TWO TRUTHS, ONE LI-f-E

Chia Anyaegbu
5 min readSep 10, 2022

--

12th Dec. 2020
Truth is…

I’ve always been a scaredy little sheltered cat...

I have really big dreams but have no idea how to achieve them, however, I have a very strong feeling that I will.

I can be very lazy…

I’m pretty sure who I am but I doubt myself a whole lot.

I am a fragile creative. Criticism kills my confidence.. so I don’t share a lot.

I’ve never won a prize for anything. Ok, I have but not for the ones I would really like. I pretend I don’t care but I think it’ll be nice.

I like to think I’m an angel in disguise..so you see, a prize will defeat that purpose.

I like keeping secrets..not necessarily dark ones. Secrets make me feel powerful and in control. I’ve always kept one about friends, siblings, and parents but mostly myself. Especially the ones I know that would raise hell on earth if they were as much as whispered to the right/wrong person. Essentially, keeping people’s secrets is a huge responsibility. I feel honoured to be trusted enough to share something with me that you can’t tell anyone else.

I’d like my work to be recognised but not myself.

I think I’m afraid to be seen because I’m not sure what you would see or which part of me might be judged without full context. That’s part of why I’m afraid of success.

I want to know everything about everything. I want to know every story and experience things that expand my consciousness of myself and the world around me. I enjoy heightened experiences like things that frighten me in the moment. I’m an adrenaline junkie for sure!

I want to fly a plane one day and go skydiving.
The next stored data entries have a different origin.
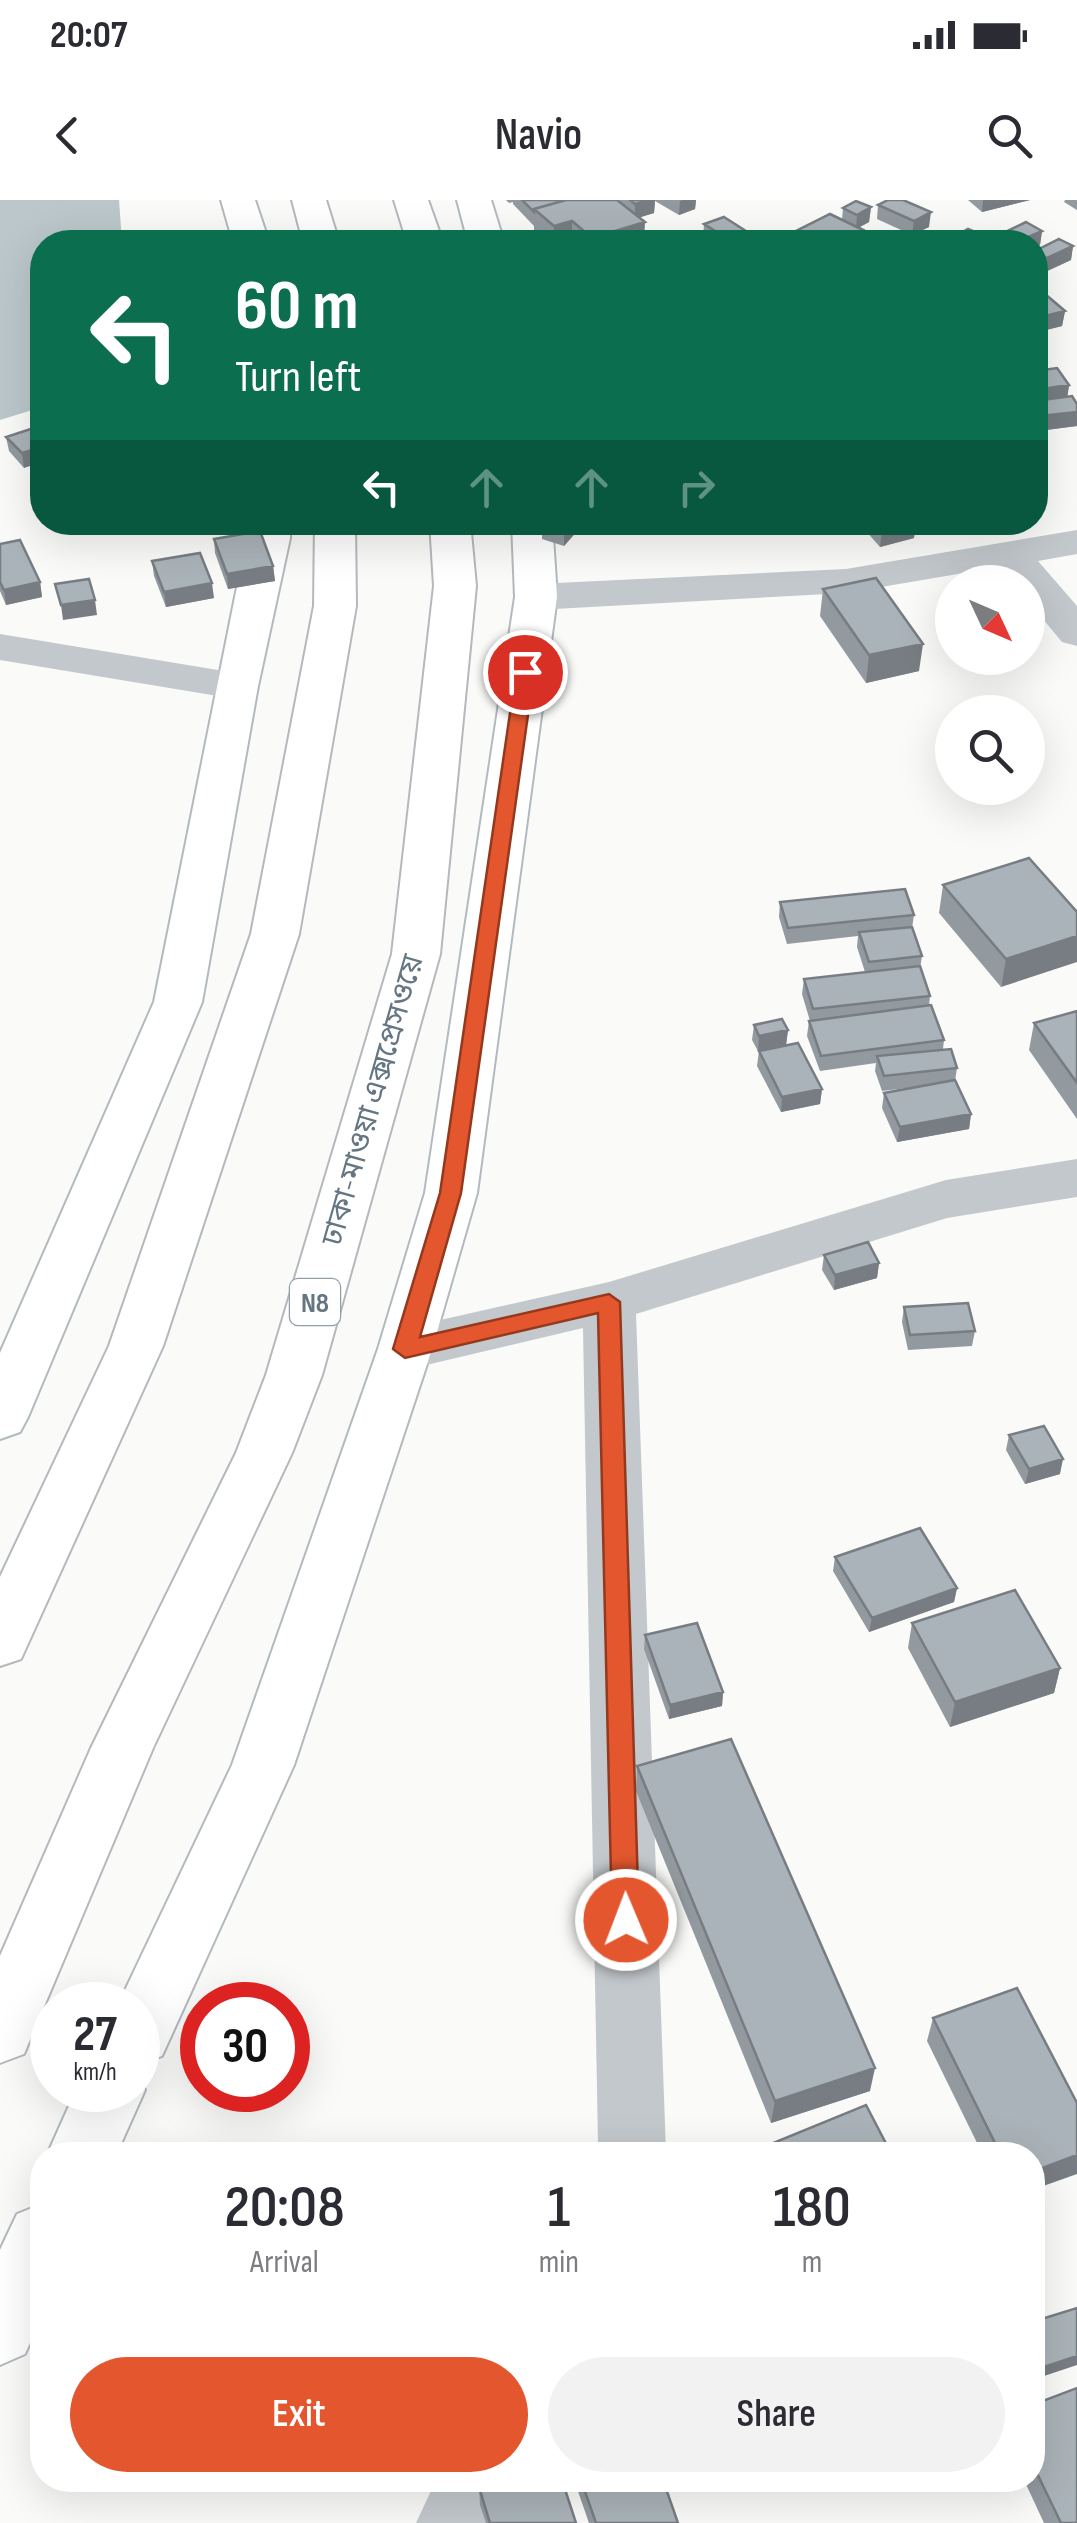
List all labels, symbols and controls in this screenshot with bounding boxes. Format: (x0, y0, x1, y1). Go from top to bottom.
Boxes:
text: 20:07 (50, 13, 127, 58)
icon: back (40, 108, 95, 163)
text: Navio (495, 108, 582, 163)
icon: search (982, 108, 1037, 163)
text: 60 m (235, 265, 359, 349)
icon: left (70, 270, 200, 400)
text: Turn left (235, 350, 361, 405)
icon: left (354, 460, 409, 515)
icon: ahead (459, 460, 514, 515)
icon: ahead (564, 460, 619, 515)
icon: right (669, 460, 724, 515)
north arrow (935, 565, 1045, 675)
map controls (935, 565, 1045, 805)
pin (483, 630, 568, 715)
icon: arrive (498, 645, 553, 700)
button: search (935, 695, 1045, 805)
street label: ঢাকা-মাওয়া এক্সপ্রেসওয়ে (314, 950, 432, 1251)
road number: N8 (290, 1279, 340, 1325)
position arrow (574, 1868, 678, 1972)
speed limit sign: 30 (180, 1982, 310, 2112)
text: 27 (73, 2005, 117, 2065)
text: km/h (73, 2057, 117, 2088)
text: 20:08 (224, 2172, 345, 2244)
text: 1 (548, 2172, 570, 2244)
text: 180 (773, 2172, 851, 2244)
text: Arrival (250, 2243, 319, 2282)
text: min (539, 2243, 579, 2282)
text: m (802, 2243, 822, 2282)
button: Exit (70, 2357, 528, 2472)
button: Share (548, 2357, 1005, 2472)

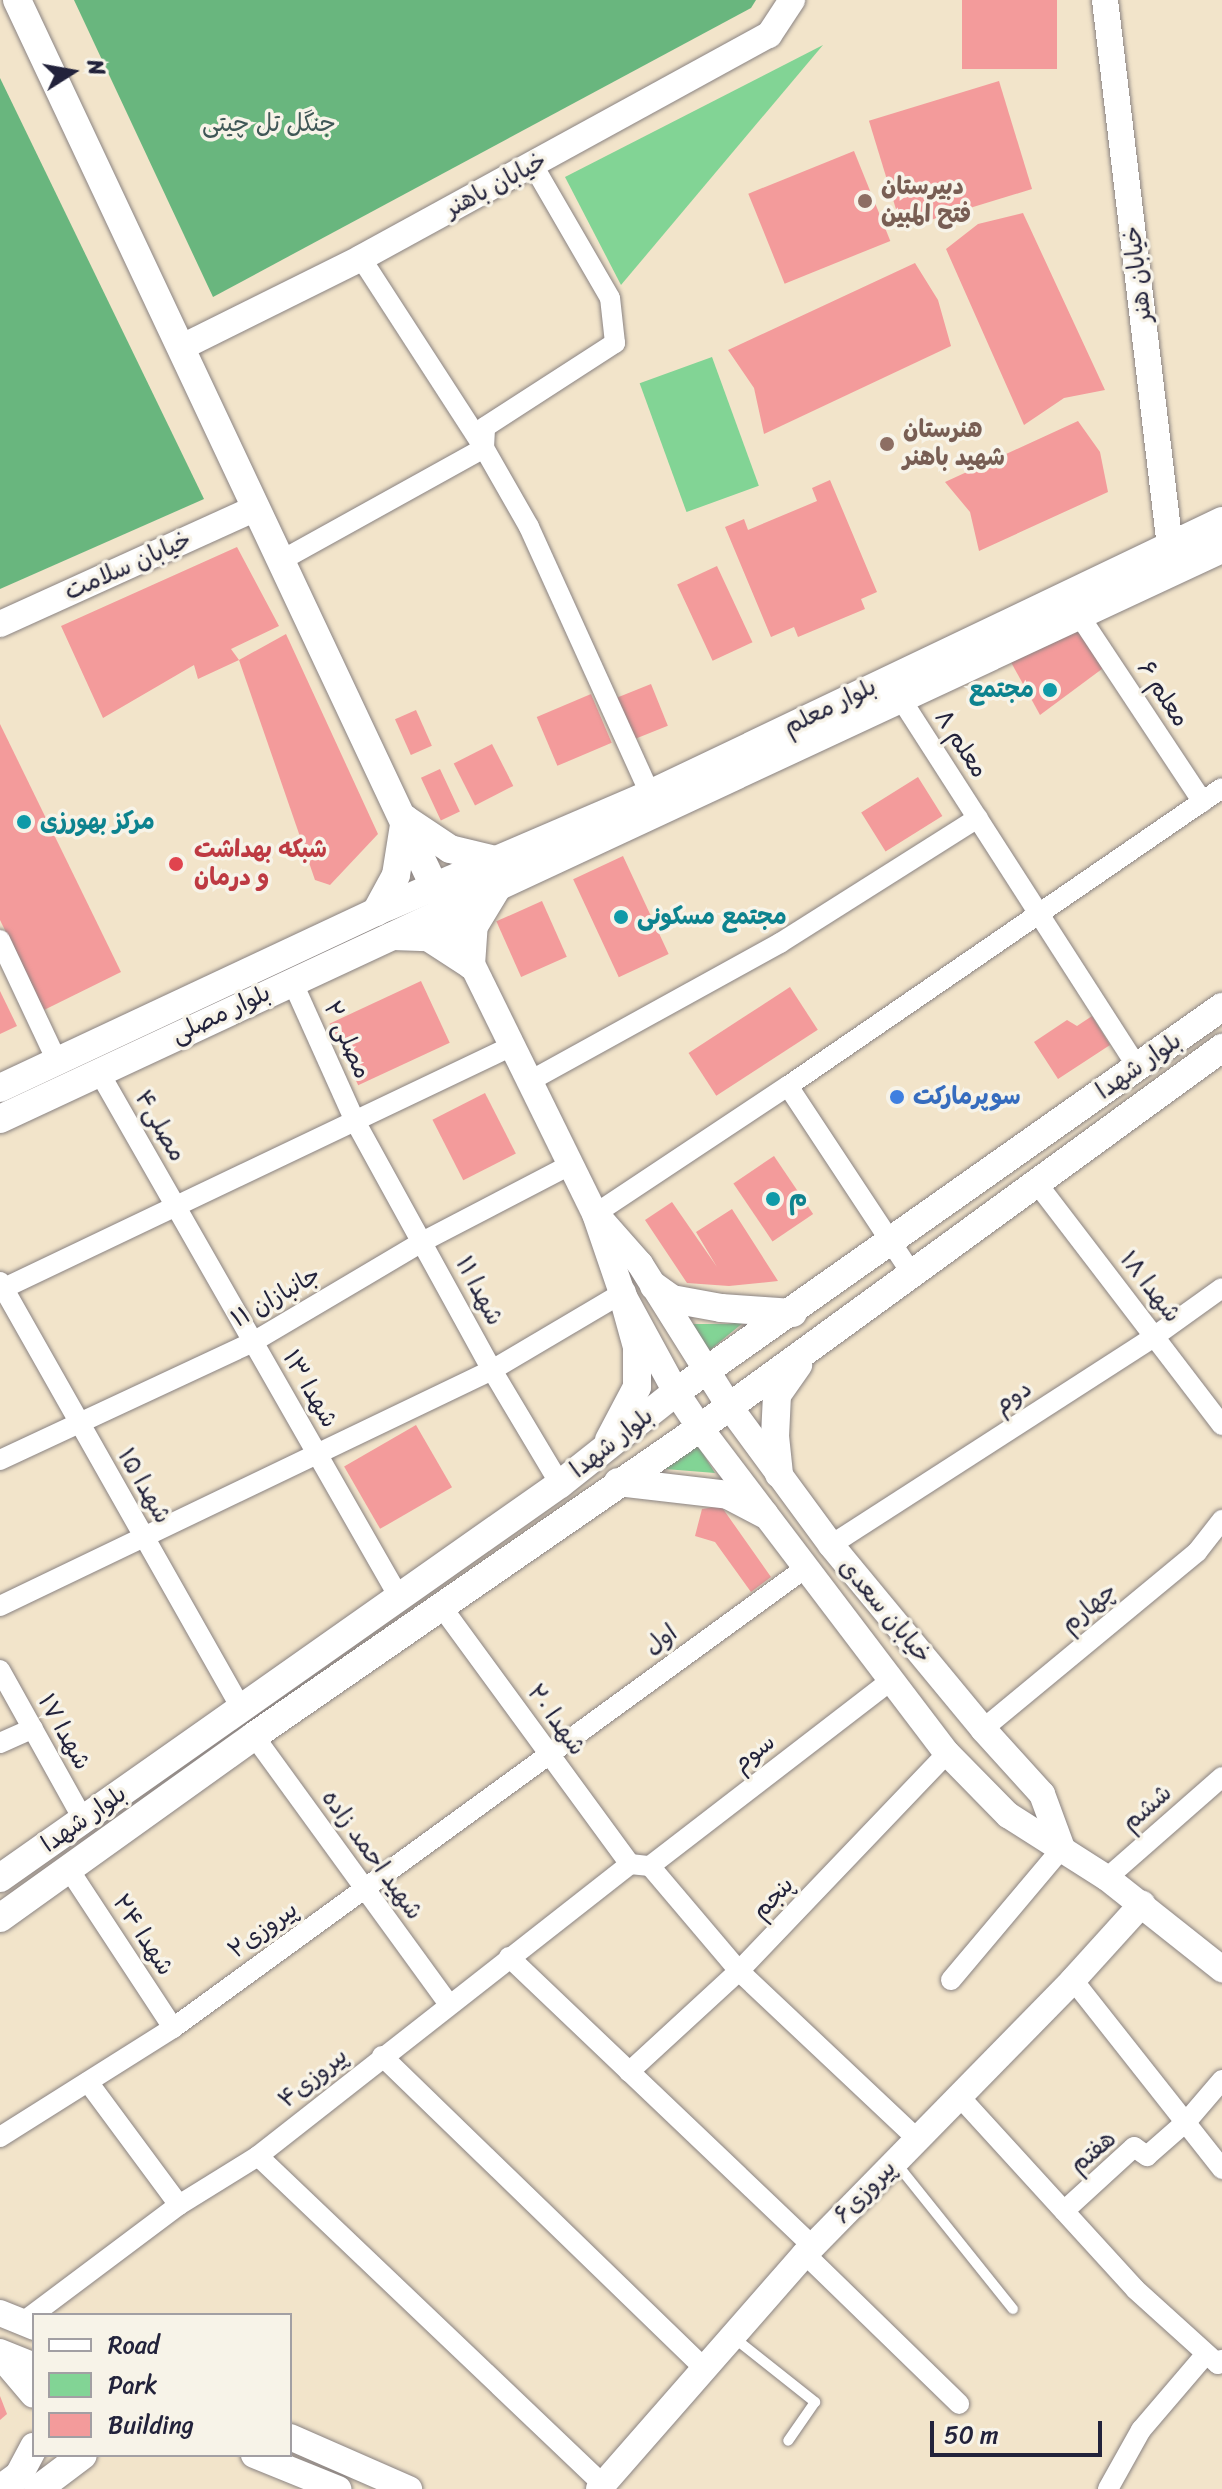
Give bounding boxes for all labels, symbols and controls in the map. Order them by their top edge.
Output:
north arrow [32,32,112,112]
text: N [75,56,117,79]
park label: جنگل تل چیتی [202,110,336,138]
street label: خیابان باهنر [440,146,552,224]
place label: دبیرستان فتح المبین [881,173,971,229]
marker: دبیرستان فتح المبین [856,192,874,210]
street label: خیابان هنر [1118,224,1158,324]
place label: هنرستان شهید باهنر [903,416,1005,472]
marker: هنرستان شهید باهنر [878,435,896,453]
street label: خیابان سلامت [60,525,196,607]
street label: معلم ۶ [1131,655,1195,733]
street label: بلوار معلم [779,672,881,742]
place label: مجتمع [968,676,1034,704]
marker: مجتمع [1041,681,1059,699]
street label: معلم ۸ [928,704,994,784]
place label: مرکز بهورزی [40,808,155,836]
marker: مرکز بهورزی [15,813,33,831]
place label: شبکه بهداشت و درمان [194,836,327,892]
marker: شبکه بهداشت و درمان [165,853,187,875]
place label: مجتمع مسکونی [637,903,787,931]
marker: مجتمع مسکونی [612,908,630,926]
street label: بلوار مصلی [167,979,275,1049]
street label: مصلی ۲ [317,997,377,1083]
street label: بلوار شهدا [1091,1026,1187,1106]
place label: سوپرمارکت [913,1083,1021,1111]
street label: مصلی۴ [128,1085,192,1167]
marker: سوپرمارکت [888,1088,906,1106]
place label: م [789,1185,807,1213]
marker: م [764,1190,782,1208]
street label: شهدا ۱۸ [1113,1246,1187,1328]
street label: شهدا ۱۱ [449,1251,509,1331]
street label: جانبازان ۱۱ [226,1260,326,1334]
street label: شهدا ۱۳ [276,1345,344,1433]
street label: دوم [989,1374,1037,1420]
street label: بلوار شهدا [565,1402,659,1484]
street label: شهدا ۱۵ [111,1443,177,1529]
street label: خیابان سعدی [833,1553,937,1669]
street label: چهارم [1055,1577,1123,1639]
street label: اول [639,1619,683,1661]
street label: شهدا ۲۰ [521,1679,591,1761]
street label: شهدا ۱۷ [31,1689,97,1775]
street label: سوم [727,1728,781,1778]
street label: بلوار شهدا [36,1779,132,1859]
street label: ششم [1116,1779,1178,1837]
street label: شهید احمد زاده [315,1784,429,1926]
street label: پنجم [746,1871,800,1925]
street label: شهدا ۲۴ [106,1889,180,1981]
street label: پیروزی۲ [223,1895,303,1965]
street label: پیروزی۴ [273,2041,353,2115]
street label: هفتم [1064,2124,1122,2180]
street label: پیروزی۶ [828,2154,902,2230]
legend [32,2313,292,2457]
text: Road [108,2324,159,2366]
text: Park [108,2364,157,2406]
text: Building [108,2404,194,2446]
scale bar [934,2405,1106,2455]
text: 50 m [944,2414,999,2456]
I’m not afraid of death as long as it’s not painful.

I might be lowkey suicidal. I say low-key because I don’t think about taking my own life. Just that if it was to happen naturally or by accident, I won’t be mad at it. Life is tough but I’ve left a lot of love and intention to give even more love behind. I suppress a lot of my darkness to leave room for light but that fight in itself is exhausting. There are a lot of things I would like to create and establish before I go away but if I don’t get to, then I suppose it wasn’t meant to be. This is why I’m not selfish with my ideas anymore. I will tell anyone who’s willing to listen what I’d like to exist. Maybe it turns into a collaboration or maybe they’re inspired and it morphs into something else that creates value. Whichever way it goes, I no longer feel the heavy weight of all these things I must achieve before my time is up. I’m solely responsible for putting out all these ideas and plastering my name on them.

I considered hurting myself twice, a long time ago. I was in a really dark place and I thought it will help me achieve three things; 1. end the pain and neglect, 2. get them to pay attention, 3. make them feel bad for not listening. (this part was added 2 years after the original post)

I love people, good people. Talking to brave, innovative, self-aware and creative people give me life.

I really enjoy my own thoughts, I think I’m hilarious.

I enjoy being in the shadows doing good and bad..mostly good.

I enjoy the sneaky side eye.. the twinkle in the eye a person gets when they want to know who just saved their life. The urge to say “It was me!” but never actually giving myself up.

I like to have special names for people and code words only me and the other person know about.

I fell in love twice in my life and no one will ever know who they were.

I have many skills. I am very good at a lot of things and I know a lot about a lot of things but I am yet to find out what I am genius at.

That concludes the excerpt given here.